Technologue.id, Jakarta – Industri game di Indonesia potensinya luar biasa. Telkomsel berkomitmen mendorong perkembangan ekosistem digital, khususnya untuk eSports Indonesia.

Dukungan Telkomsel sebagai operator seluler terbesar di Indonesia pada industri game sudah dimulai sejak 2009. Bisa dibilang Telkomsel, merupakan operator seluler pertama yang mendukung berkembangnya industri game di Indonesia. Anak perusahaan Telkom Group itu mendukung industri ini melalui berbagai aktivasi dan membangun komunitas game.

Mereka mengembangkan unit bisnis game yaitu Dunia Games sebagai games marketplace portal pertama yang memberikan wadah khusus bagi pecinta games dan esports di Indonesia untuk dapat saling berinteraksi dan berbagi pengetahuan di komunitas. Mengembangkan ekosistem eSports melalui Dunia Games, sejalan dengan target audience perusahaan yang ingin menjangkau pengguna muda.

“eSports jadi cara terbaik menggaet millenial age customer, di range umur 18 sampai 35 tahun, karena mereka mulai punya daya beli. Kita tidak selalu memberikan uang atau hadiah tapi bagaimana cara player punya wadah berkompetisi. Makanya kami bangun Dunia Games, kami juga ingin mengubah value chain,” kata Rezaly S Afhany, Manager eSport Telkomsel, di acara jumpa GeekTalk for gamers, di Jakarta, Sabtu (29/6/2019).

- Advertisement -

Telkomsel secara agresif memanfaatkan momentum tren esports di Indonesia. Perusahaan rutin menggelar rangkaian kompetisi esports di bawah nama Dunia Games. Pertandingan game elektronik ini bertujuan tidak hanya merekrut talenta gamer dari kota besar saja, tapi juga luar Jawa.

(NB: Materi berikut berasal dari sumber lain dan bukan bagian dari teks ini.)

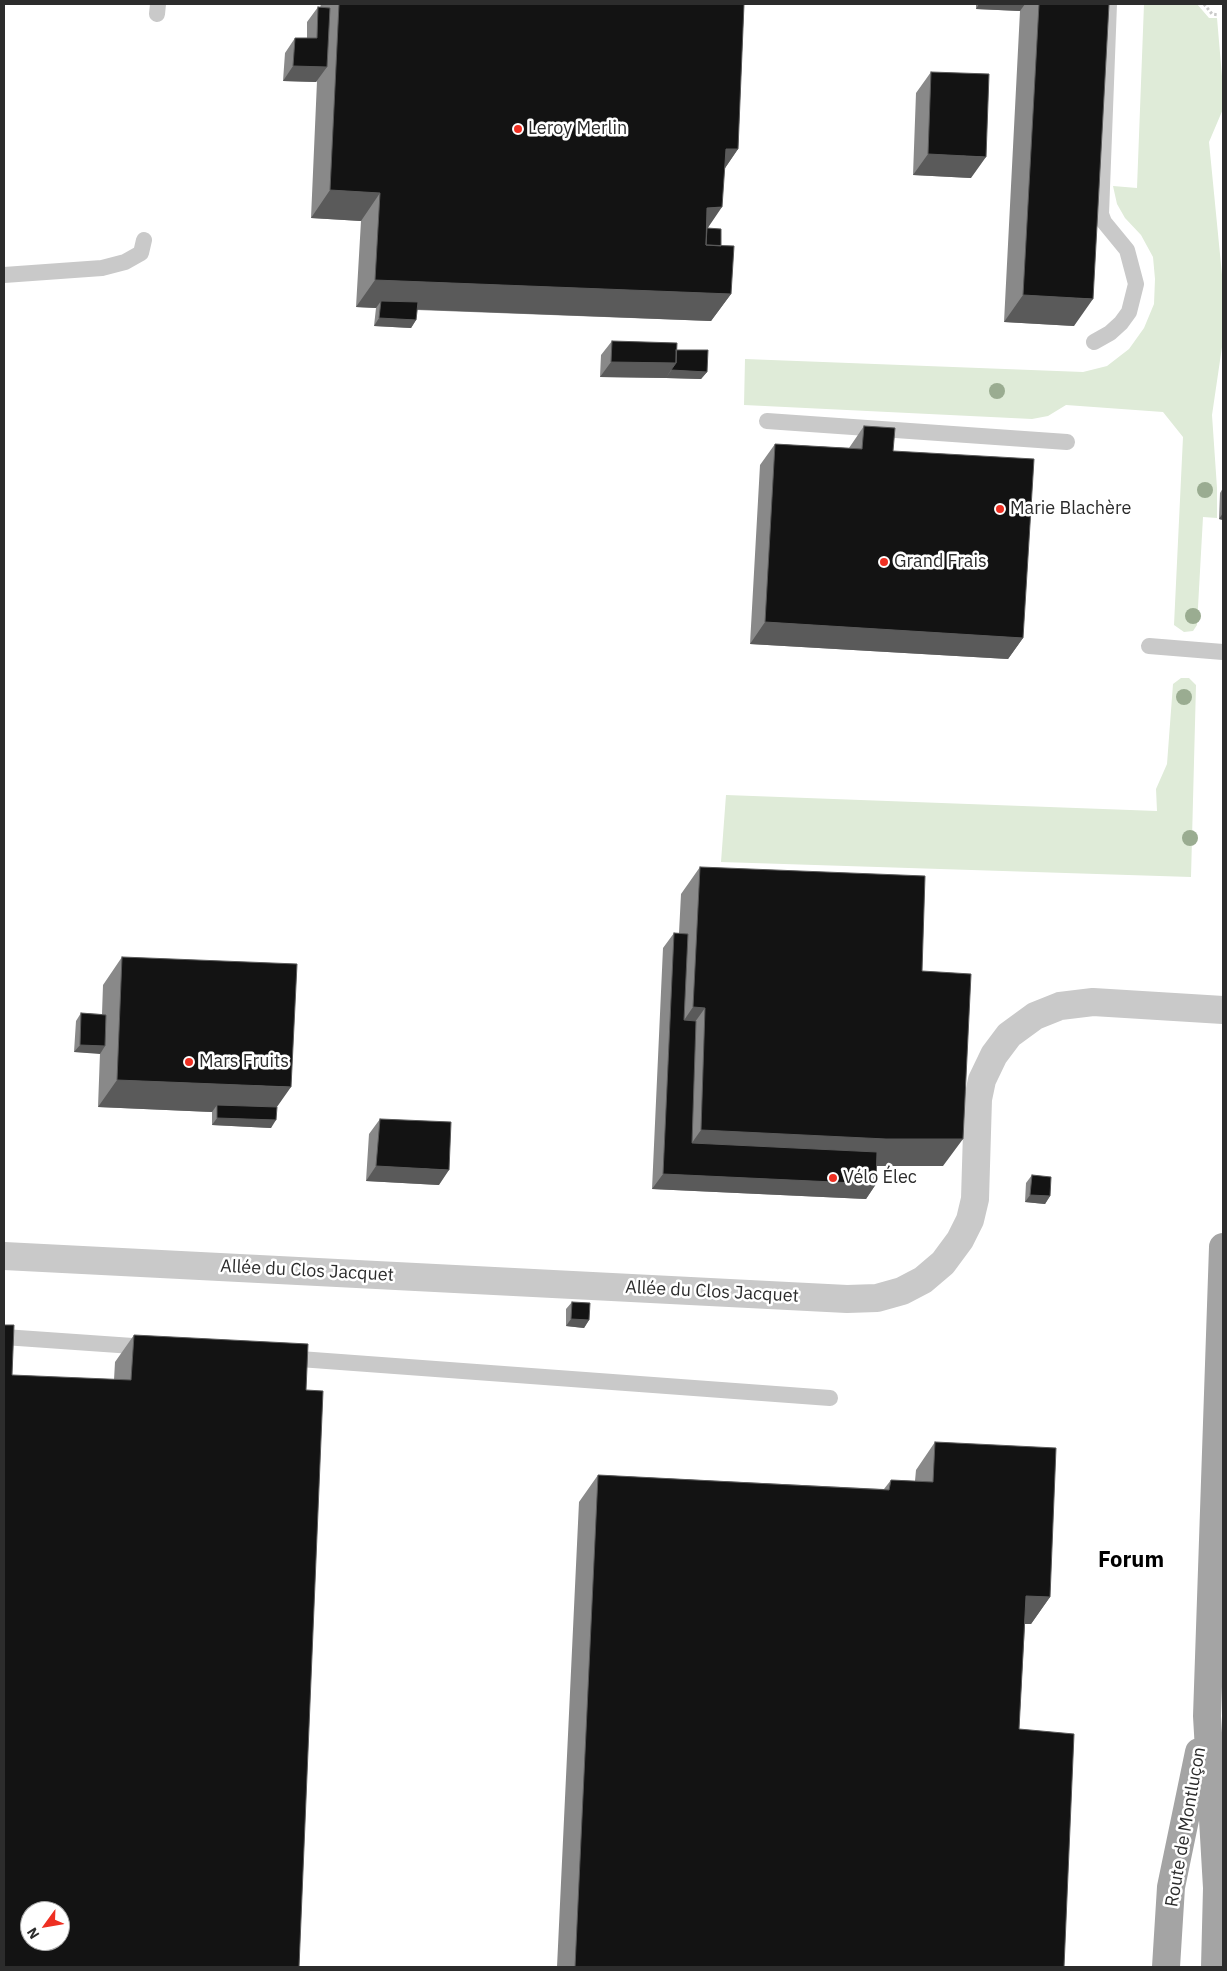 <!DOCTYPE html>
<meta charset="utf-8">
<style>
body{margin:0}
#map{position:relative;width:1227px;height:1971px;overflow:hidden;background:#fff;font-family:"IBM Plex Sans",sans-serif}
canvas{display:block}
.frame{position:absolute;inset:0;border:5px solid #2c2c2c;pointer-events:none}
.north{position:absolute;left:20px;top:1901px;width:50px;height:50px;box-sizing:border-box;background:#fff;border:1px solid #ababab;border-radius:50%;rotate:238deg;font-size:14px;font-weight:700;line-height:20px;text-align:center;color:#2c2c2c}
.north::after{content:'';display:block;margin:auto;width:18px;height:22px;background:#ee2f22;clip-path:polygon(50% 0,100% 100%,50% 72%,0 100%)}
</style>
<div id="map">
<canvas width="1227" height="1971"></canvas>
<div class="frame"></div>
<div class="north">N</div>
</div>
<script>
const context = document.querySelector('canvas').getContext('2d');
context.lineJoin = 'round';
function fillPath(path, color) {
  context.fillStyle = color;
  context.fill(path, 'evenodd');
}
function toPath(rows) {
  const path = new Path2D();
  for (const r of rows) {
    path.moveTo(r[0], r[1]);
    for (let i = 2; i < r.length; i += 2) path.lineTo(r[i], r[i + 1]);
  }
  return path;
}
function stroke(path, color, width, dash) {
  context.strokeStyle = color;
  context.lineWidth = width;
  context.lineCap = dash ? 'butt' : 'round';
  context.setLineDash(dash || []);
  context.stroke(path);
}
function label(font, color, halo, rows, align = 'center') {
  context.font = font + ' "IBM Plex Sans",sans-serif';
  context.lineWidth = 5;
  context.setLineDash([]);
  context.textBaseline = 'middle';
  context.strokeStyle = halo;
  context.fillStyle = color;
  for (const [text, x, y, turn = 0] of rows) {
    context.save();
    context.translate(x, y);
    context.rotate((+turn || 0) * Math.PI / 180);
    context.textAlign = isNaN(turn) ? turn : align;
    if (halo) context.strokeText(text, 0, 0);
    context.fillText(text, 0, 0);
    context.restore();
  }
}
const green = toPath([
 [1144,4,1197,4,1209,18,1217,18,1223,88,1223,109,1209,142,1223,285,1222,347,1212,415,1217,488,1217,518,1203,517,1197,625,1193,631,1184,632,1174,625,1183,437,1163,412,1066,405,1048,416,1032,419,744,405,745,359,1083,372,1107,366,1129,349,1144,328,1154,304,1155,279,1153,257,1141,235,1125,218,1117,204,1113,186,1137,188],
 [1181,678,1189,678,1196,685,1191,877,721,862,726,795,1157,811,1156,789,1167,764,1173,684]
]);
const path = toPath([
 [1204,4,1212,14,1219,15]
]);
const service = toPath([
 [157,14,158,4],
 [4,275,102,268,125,262,141,253,144,240],
 [1094,342,1110,333,1121,323,1129,312,1136,284,1127,250,1104,222,1101,214,1109,4],
 [767,421,1067,442],
 [1149,646,1223,652],
 [4,1337,147,1347],
 [286,1358,830,1398]
]);
const minor = toPath([
 [4,1256,847,1299,877,1298,902,1291,923,1280,943,1263,960,1240,970,1220,975,1199,978,1099,982,1080,994,1055,1009,1035,1035,1016,1060,1006,1093,1002,1223,1010]
]);
const primary = toPath([
 [1166,1967,1171,1887,1199,1752],
 [1215,1967,1217,1888,1207,1716,1223,1247]
]);
const trees = [
 [997,391],
 [1205,490],
 [1193,616],
 [1184,697],
 [1190,838]
];
const wall = toPath([
 [321,4,744,4,738,149,725,168,708,228,721,246,731,294,711,321,417,310,416,320,411,328,374,326,376,308,356,307,361,221,311,218,317,81,316,82,283,81,285,53,295,38,307,38,307,22,318,7,320,8],
 [976,4,1109,4,1074,326,1004,322,1020,11,976,9],
 [931,72,971,178,913,175,916,93],
 [612,341,676,350,707,372,701,379,666,378,600,377,601,355],
 [864,426,893,451,1023,638,1008,659,750,644,760,465,775,444,849,448],
 [1223,488,1223,520,1219,519,1220,493],
 [700,867,922,971,943,1166,876,1166,876,1184,866,1199,652,1189,663,948,674,933,679,933,681,894],
 [122,957,277,1107,271,1128,212,1125,212,1112,98,1107,100,1053,74,1052,76,1021,81,1013,102,1014,103,985],
 [380,1119,439,1185,366,1181,369,1134],
 [1032,1175,1050,1196,1045,1204,1025,1202,1026,1183],
 [572,1302,589,1320,584,1328,566,1326,566,1309],
 [134,1335,306,1390,12,1375,114,1380,115,1362],
 [935,1442,1050,1597,1031,1624,1025,1624,1019,1729,1064,1967,557,1967,579,1502,598,1475,884,1489,891,1480,915,1481,916,1470]
]);
const shadedWall = toPath([
 [979,4,1025,4,1020,11,976,9],
 [293,66,327,67,316,82,283,81],
 [726,149,738,149,719,177],
 [928,154,986,157,971,178,913,175],
 [330,190,380,193,361,221,311,218],
 [722,207,703,235,707,208],
 [375,280,731,294,711,321,380,308,381,301,376,308,356,307],
 [1023,295,1093,299,1074,326,1004,322],
 [379,318,416,320,411,328,374,326],
 [611,362,676,363,666,378,600,377],
 [671,370,707,372,701,379,666,378],
 [1223,513,1223,520,1219,519],
 [765,622,1023,638,1008,659,750,644],
 [693,1007,705,1008,685,1036,674,1035],
 [80,1045,105,1046,100,1054,74,1052],
 [117,1080,291,1087,272,1114,217,1105,212,1112,98,1107],
 [217,1118,276,1120,271,1128,212,1125],
 [701,1130,963,1139,943,1166,867,1166,682,1157],
 [376,1166,449,1170,439,1185,366,1181],
 [663,1174,876,1184,866,1199,652,1189],
 [1030,1195,1050,1196,1045,1204,1025,1202],
 [571,1319,589,1320,584,1328,566,1326],
 [1026,1596,1050,1597,1031,1624,1007,1624]
]);
const building = toPath([
 [339,4,744,4,738,149,726,149,722,207,707,208,706,245,734,246,731,294,375,280,380,193,330,190,339,4],
 [1039,4,1109,4,1093,299,1023,295,1039,4],
 [318,7,330,8,327,67,293,66,295,38,317,38,318,7],
 [931,72,989,74,986,157,928,154,931,72],
 [707,228,721,229,721,246,706,245,707,228],
 [381,301,418,302,416,320,379,318,381,301],
 [612,341,677,343,676,363,611,362,612,341],
 [676,350,708,350,707,372,671,370,676,363,676,350],
 [864,426,895,428,893,451,1034,459,1023,638,765,622,775,444,862,449,864,426],
 [700,867,925,876,922,971,971,974,963,1139,886,1139,701,1130,705,1008,693,1007,700,867],
 [674,933,688,934,684,1020,696,1021,692,1143,877,1152,876,1184,663,1174,674,933],
 [122,957,297,964,291,1087,117,1080,122,957],
 [81,1013,106,1015,105,1046,80,1045,81,1013],
 [217,1105,277,1107,276,1120,217,1118,217,1105],
 [380,1119,451,1122,449,1170,376,1166,380,1119],
 [1032,1175,1051,1177,1050,1196,1030,1195,1032,1175],
 [572,1302,590,1303,589,1320,571,1319,572,1302],
 [4,1325,14,1325,12,1375,131,1380,134,1335,308,1344,306,1390,323,1391,299,1967,4,1967,4,1325],
 [30,1911,60,1911,60,1941,30,1941,30,1911],
 [935,1442,1056,1448,1050,1597,1026,1596,1019,1729,1074,1734,1064,1967,575,1967,598,1475,889,1490,891,1480,933,1482,935,1442]
]);
const markers = [
 [518,129,5,"#ee2f22"],
 [1000,509,5,"#ee2f22"],
 [884,562,5,"#ee2f22"],
 [189,1062,5,"#ee2f22"],
 [833,1178,5,"#ee2f22"]
];
const poiNames = [
 ["Leroy Merlin",528,129],
 ["Marie Blachère",1010,509],
 ["Grand Frais",894,562],
 ["Mars Fruits",199,1062],
 ["Vélo Élec",843,1178]
];
const streetNames = [
 ["Allée du Clos Jacquet",307,1271,3],
 ["Allée du Clos Jacquet",712,1292,3],
 ["Route de Montluçon",1186,1827,-80]
];
const districtNames = [
 ["Forum",1131,1561]
];
fillPath(green, '#dfebd8');
stroke(path, '#c9c9c9', 3, [2.5, 2.5]);
stroke(service, '#c9c9c9', 16);
stroke(minor, '#c9c9c9', 28);
stroke(primary, '#a4a4a4', 28);
context.fillStyle = '#9aac91';
for (const [x, y] of trees) {
  context.beginPath();
  context.arc(x, y, 8, 0, 2 * Math.PI);
  context.fill();
}
fillPath(wall, '#898989');
fillPath(shadedWall, '#5a5a5a');
fillPath(building, '#131313');
stroke(building, '#5a5a5a', 1);
for (const [x, y, r, color] of markers) {
  const dot = new Path2D();
  dot.arc(x, y, r, 0, 2 * Math.PI);
  context.fillStyle = color;
  context.fill(dot);
  stroke(dot, '#fff', 2);
}
label('18px', '#2c2c2c', '#fff', poiNames, 'left');
label('18px', '#2c2c2c', '#fff', streetNames);
label('bold 22px', '#000', '#fff', districtNames);
</script>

“Tidak hanya di kota besar, tapi juga harus provide ke pelosok, contohnya seperti jaringan, banyak operator telco tidak membangun jaringan sampai ke Indonesia Timur. Untuk menyiasati hal itu, kita lakukan subsidi silang, begitu juga dengan eSport. Ada branch sampai ke Manokwari untuk menggelar turnamen kecil-kecilan secara rutin,” jelasnya.

Disebutkan selama ini, pemain esports kebanyakan berasal dari kota-kota besar seperti Pontianak, Palembang, Jambi, Bengkulu, Surabaya, dan Makasaar. Masih jarang mengambil player di Indonesia Bagian Timur.

Beralih ke bentuk dukungan dari sisi infrastruktur. Telkomsel juga akan terus meningkatkan kualitas jaringan broadband 4G LTE untuk memastikan layanan game online mendapat jaringan yang sangat bagus dengan kecepatan tinggi dan latensi yang rendah.

Sementara untuk memudahkan sistem pembayaran, Telkomsel memperkenalkan sistem gerbang pembayaran Direct Carrier Billing (DCB) untuk pembelian aplikasi dan konten digital. Pada tahun 2016, perusahaan mengembangkan paket data khusus Gamers yang dikenal sebagai GamesMax yang memberikan berbagai kelebihan, di antaranya kuota khusus bermain games dan bonus voucher untuk berbagai pilihan title game.

Tren layanan ini didorong salah satunya oleh pertumbuhan industri mobile gaming yang merambah Indonesia. Masyarakat dapat bermain game kapan saja dan di mana saja tanpa perlu datang ke warnet atau memiliki konsol permainan yang harganya masih relatif tinggi.

“Seiring kemudahan koneksi internet, peningkatan daya beli masyarakat, dan pertumbuhan device smartphone, maka mempercepat perubahan ekosistem,” ujar Rezaly.

Hingga kini Telkomsel mengklaim terdapat 60 juta pelanggannya telah memainkan mobile game di smartphone setiap bulan, di mana baru 12 persen yang merupakan pelanggan berbayar (paid user).